For some people math is a language that not only makes sense, but unlocks an understanding of the world around them and presents unique challenges and solutions. For MANY others it is a subject that they can never quite grasp and has made them feel less than since the beginning of their education. By age 16, a student could have struggled with the same subject for over a decade, but is expected to enter a new school year and math class with a good attitude, expecting to succeed. Patterns of repeated perceived failure lead to what Rick Lavoie in The Motivation Breakthrough refers to as “Learned Helplessness”. Learned Helplessness is, essentially, a term for giving up before trying something that a person has repeatedly failed at in the past. While learned helplessness is looked down upon as laziness in our society, it is actually an effective form of self protection: If I tried out for the volleyball team multiple times (which I did) and didn’t make the team each time (which I didn’t), I would eventually find a different sport (turns out running takes very little coordination). When this happened, nobody called me a quitter, or told me I would never go to college - it made sense that I stopped doing something I was not inherently good at. However, when a student receives feedback that they are bad at math, and then stops trying to get better at math, their future opportunities are negatively affected, their self esteem suffers, and they receive many external consequences.
This is all to say that my student had good reason to freak out in her car before her math test - she had not understood a subject for over a decade, lacked tools to improve in it, and knew her future depended on her being successful at it… faced with that trifecta, you might just choose to face the weird clown.
So, what’s the solution to the math scaries? Like most solutions, it’s multi-faceted:
Identify how math makes you feel.
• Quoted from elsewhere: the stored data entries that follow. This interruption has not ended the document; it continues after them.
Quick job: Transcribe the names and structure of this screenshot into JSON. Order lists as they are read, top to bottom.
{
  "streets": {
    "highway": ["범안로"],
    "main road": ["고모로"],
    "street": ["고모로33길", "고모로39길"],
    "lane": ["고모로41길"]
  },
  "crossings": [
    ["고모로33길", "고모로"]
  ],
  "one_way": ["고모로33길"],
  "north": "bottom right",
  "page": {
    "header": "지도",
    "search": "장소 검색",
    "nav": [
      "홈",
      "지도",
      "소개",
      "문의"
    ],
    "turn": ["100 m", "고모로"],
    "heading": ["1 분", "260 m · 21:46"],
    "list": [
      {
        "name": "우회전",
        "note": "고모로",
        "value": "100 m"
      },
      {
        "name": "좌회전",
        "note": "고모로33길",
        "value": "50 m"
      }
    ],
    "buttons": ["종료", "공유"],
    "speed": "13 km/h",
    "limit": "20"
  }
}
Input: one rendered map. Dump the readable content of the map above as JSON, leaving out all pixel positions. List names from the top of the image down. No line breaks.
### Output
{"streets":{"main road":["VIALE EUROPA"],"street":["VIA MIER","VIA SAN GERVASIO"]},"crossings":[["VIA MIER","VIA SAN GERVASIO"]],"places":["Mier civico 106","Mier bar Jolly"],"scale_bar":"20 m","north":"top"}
Write down those feelings. Recognize that they are valid, and try to let go of shame around them.
Take an assessment to determine if you are struggling with current math curriculum because there are gaps in your understanding of prior math curriculum… for instance Algebra 2 might be tough if you missed a lot of school while learning Pre-Algebra.
Talk to your math teacher about your struggles and see if they can help you directly, or provide recommendations. Teachers (other than few exceptions) REALLY want you to succeed - let them help you be successful.
Find a tutor or course that
Does not shame you for what you do not know, and
Goes at the pace you need to deeply understand the material.
Understand that you can have a new experience with math, but it might take time and effort, and not look exactly how you envision it (like learning all of Geometry in one epic all-nighter, for instance).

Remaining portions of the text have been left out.